In animal experimental studies on systemic tolerance
with repeated oral administration including studies for evaluation
of a tumorigenic activity, no systemic intolerance reactions were
observed which would raise objections to the use of the preparation
in therapeutic dosages.
On principle, however, it should be kept in mind
that sexual steroids might stimulate the growth of hormone-dependent
tissues and tumours.
Reproduction toxicological investigations with
estradiol valerate gave no indications of a teratogenic potential.
As no non-physiological estradiol-plasma-concentrations are produced
by administration of estradiol valerate, this preparation does
not present a risk to the foetus.
If inadvertent treatment occurs during pregnancy,
the intake of Progynova should immediately be terminated.

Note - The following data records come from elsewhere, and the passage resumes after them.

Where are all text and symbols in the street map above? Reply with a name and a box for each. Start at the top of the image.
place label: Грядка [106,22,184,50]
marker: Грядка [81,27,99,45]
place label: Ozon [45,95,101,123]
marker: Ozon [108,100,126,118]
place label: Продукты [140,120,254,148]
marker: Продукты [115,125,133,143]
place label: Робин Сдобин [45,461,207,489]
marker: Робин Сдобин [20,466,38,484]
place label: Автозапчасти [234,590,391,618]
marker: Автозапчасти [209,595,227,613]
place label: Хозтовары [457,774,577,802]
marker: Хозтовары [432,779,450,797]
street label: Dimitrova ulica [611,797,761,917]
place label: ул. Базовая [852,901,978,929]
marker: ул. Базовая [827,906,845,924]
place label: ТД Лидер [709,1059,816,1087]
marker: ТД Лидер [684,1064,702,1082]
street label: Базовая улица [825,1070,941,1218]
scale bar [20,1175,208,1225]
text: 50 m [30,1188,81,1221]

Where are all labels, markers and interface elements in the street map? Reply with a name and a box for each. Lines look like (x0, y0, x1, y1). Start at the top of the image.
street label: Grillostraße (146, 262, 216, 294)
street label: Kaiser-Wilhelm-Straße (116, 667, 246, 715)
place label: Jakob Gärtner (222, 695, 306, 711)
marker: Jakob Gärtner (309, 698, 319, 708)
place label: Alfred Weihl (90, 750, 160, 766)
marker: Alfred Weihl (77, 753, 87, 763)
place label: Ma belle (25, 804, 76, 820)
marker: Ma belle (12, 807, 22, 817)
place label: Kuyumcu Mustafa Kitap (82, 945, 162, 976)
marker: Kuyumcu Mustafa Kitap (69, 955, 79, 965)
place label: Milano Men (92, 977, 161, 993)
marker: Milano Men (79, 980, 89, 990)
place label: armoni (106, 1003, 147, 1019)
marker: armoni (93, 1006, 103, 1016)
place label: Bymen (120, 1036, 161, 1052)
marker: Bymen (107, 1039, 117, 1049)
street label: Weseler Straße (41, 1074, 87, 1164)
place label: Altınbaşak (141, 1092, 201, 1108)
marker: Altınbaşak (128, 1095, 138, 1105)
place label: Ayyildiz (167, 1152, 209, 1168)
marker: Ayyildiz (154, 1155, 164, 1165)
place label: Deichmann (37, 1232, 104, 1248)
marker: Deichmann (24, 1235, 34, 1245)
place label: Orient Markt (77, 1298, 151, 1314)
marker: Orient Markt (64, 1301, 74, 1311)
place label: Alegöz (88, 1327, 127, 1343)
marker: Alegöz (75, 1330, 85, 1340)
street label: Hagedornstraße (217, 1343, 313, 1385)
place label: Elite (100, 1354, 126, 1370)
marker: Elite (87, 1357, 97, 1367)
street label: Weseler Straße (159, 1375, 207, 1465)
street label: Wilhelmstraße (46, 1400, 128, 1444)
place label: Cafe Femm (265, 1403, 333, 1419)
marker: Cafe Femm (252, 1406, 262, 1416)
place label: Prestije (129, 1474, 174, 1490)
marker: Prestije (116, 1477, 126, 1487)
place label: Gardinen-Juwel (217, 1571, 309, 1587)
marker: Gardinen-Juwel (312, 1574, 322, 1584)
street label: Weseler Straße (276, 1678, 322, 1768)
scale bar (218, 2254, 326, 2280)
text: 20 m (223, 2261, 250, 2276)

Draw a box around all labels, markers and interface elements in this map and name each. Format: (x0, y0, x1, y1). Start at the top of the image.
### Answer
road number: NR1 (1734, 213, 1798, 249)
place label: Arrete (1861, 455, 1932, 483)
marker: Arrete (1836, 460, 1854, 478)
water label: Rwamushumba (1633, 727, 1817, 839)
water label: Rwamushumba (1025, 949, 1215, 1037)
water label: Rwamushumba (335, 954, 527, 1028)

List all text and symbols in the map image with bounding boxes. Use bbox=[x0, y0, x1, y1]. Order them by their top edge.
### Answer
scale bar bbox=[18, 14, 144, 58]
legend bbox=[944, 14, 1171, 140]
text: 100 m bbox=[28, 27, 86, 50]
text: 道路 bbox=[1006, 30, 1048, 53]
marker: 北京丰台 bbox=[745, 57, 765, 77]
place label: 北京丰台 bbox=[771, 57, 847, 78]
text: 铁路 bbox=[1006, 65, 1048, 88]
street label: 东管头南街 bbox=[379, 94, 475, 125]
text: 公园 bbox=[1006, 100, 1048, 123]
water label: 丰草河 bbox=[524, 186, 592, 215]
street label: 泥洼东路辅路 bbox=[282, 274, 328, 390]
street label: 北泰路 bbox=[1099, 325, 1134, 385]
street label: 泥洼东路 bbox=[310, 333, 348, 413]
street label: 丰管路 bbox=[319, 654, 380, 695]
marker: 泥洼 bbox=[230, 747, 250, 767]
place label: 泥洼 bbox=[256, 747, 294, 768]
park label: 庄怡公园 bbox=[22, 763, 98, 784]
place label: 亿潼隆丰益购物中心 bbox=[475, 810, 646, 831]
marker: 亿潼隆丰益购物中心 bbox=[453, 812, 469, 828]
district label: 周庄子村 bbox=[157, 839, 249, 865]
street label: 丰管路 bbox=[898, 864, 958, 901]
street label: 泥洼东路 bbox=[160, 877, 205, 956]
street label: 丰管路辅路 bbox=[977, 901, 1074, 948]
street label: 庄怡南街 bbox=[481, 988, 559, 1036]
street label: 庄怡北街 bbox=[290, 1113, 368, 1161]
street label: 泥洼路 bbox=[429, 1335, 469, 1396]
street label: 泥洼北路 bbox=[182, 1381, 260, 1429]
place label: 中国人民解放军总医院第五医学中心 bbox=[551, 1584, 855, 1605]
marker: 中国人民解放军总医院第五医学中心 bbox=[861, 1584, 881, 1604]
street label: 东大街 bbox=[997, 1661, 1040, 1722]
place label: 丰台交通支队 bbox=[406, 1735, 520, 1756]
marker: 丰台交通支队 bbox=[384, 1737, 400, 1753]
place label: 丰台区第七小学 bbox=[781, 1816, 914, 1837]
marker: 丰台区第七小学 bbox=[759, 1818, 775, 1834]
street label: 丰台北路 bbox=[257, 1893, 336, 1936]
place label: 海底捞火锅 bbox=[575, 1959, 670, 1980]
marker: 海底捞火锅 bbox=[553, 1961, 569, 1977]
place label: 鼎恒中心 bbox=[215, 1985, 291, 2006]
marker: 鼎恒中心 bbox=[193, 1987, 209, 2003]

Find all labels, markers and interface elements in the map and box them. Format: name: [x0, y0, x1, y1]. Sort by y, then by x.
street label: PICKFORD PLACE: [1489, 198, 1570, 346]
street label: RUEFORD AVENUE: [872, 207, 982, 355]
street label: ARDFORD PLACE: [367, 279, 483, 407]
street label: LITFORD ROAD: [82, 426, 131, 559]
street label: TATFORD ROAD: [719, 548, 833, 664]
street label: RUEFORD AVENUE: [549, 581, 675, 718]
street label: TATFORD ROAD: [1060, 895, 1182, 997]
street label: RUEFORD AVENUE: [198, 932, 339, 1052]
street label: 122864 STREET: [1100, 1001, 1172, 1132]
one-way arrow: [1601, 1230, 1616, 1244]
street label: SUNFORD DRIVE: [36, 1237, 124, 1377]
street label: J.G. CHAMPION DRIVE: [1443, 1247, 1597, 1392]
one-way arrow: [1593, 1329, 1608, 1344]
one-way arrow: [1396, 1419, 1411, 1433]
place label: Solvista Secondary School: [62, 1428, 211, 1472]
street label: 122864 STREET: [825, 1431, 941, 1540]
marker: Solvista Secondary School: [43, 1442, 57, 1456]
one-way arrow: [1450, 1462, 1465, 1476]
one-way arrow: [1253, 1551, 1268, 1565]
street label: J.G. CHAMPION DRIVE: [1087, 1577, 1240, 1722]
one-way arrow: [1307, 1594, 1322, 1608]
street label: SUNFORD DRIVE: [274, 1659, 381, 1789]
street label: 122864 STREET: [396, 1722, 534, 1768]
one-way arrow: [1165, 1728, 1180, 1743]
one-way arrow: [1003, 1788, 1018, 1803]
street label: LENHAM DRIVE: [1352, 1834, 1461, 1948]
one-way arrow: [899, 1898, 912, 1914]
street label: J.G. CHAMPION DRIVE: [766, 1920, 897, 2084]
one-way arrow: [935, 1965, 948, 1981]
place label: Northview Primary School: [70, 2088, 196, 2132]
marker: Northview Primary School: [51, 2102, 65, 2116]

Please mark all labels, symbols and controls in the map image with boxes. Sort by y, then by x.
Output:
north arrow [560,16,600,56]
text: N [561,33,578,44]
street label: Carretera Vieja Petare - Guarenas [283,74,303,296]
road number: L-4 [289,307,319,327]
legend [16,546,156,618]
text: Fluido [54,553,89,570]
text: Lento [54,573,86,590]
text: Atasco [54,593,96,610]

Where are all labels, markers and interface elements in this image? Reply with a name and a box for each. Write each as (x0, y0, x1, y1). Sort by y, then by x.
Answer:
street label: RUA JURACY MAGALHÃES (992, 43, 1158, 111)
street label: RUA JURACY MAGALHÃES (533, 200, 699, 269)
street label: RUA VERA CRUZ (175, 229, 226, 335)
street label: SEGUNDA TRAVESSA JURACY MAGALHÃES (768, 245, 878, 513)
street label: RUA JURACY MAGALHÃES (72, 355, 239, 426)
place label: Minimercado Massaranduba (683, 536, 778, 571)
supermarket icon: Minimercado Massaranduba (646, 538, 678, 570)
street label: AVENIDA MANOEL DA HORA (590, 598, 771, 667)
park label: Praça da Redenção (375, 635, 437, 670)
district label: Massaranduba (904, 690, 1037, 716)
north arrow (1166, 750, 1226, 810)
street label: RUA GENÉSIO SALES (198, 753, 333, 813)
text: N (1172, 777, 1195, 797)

In vitro studies with 17ß-estradiol gave
no indications of a mutagenic potential.
Pregnancy
and lactation
Use in Pregnancy
The administration of Progynova during pregnancy is contraindicated.
Use
in Lactation
Only a small portion of estradiol and its metabolites enters the
mother's milk.
Adverse
Effects
In rare cases, a feeling of tension in the breasts, gastric upsets,
nausea, headaches, increase in body weight, and uterine bleeding
can occur.
Interactions
The regular intake of other medical preparations (e. g. barbiturates,
phenylbutazone, hydantoins, rifampicin) can impair the action
of Progynova.
Reduced substance levels have been observed under
the simultaneous use of certain antibiotics (e. g. ampicillin),
possibly due to changes in the intestinal flora.
The requirement for oral antidiabetics or insulin
can change.
Overdosage
Acute toxicity studies with estradiol valerate indicated that,
even in the case of inadvertent intake of a multiple of the therapeutic
dose, no acute toxicity risk is to be expected.
Pharmaceutical Precautions
Shelf life: 5 years.
Special
precautions for storage: Not applicable.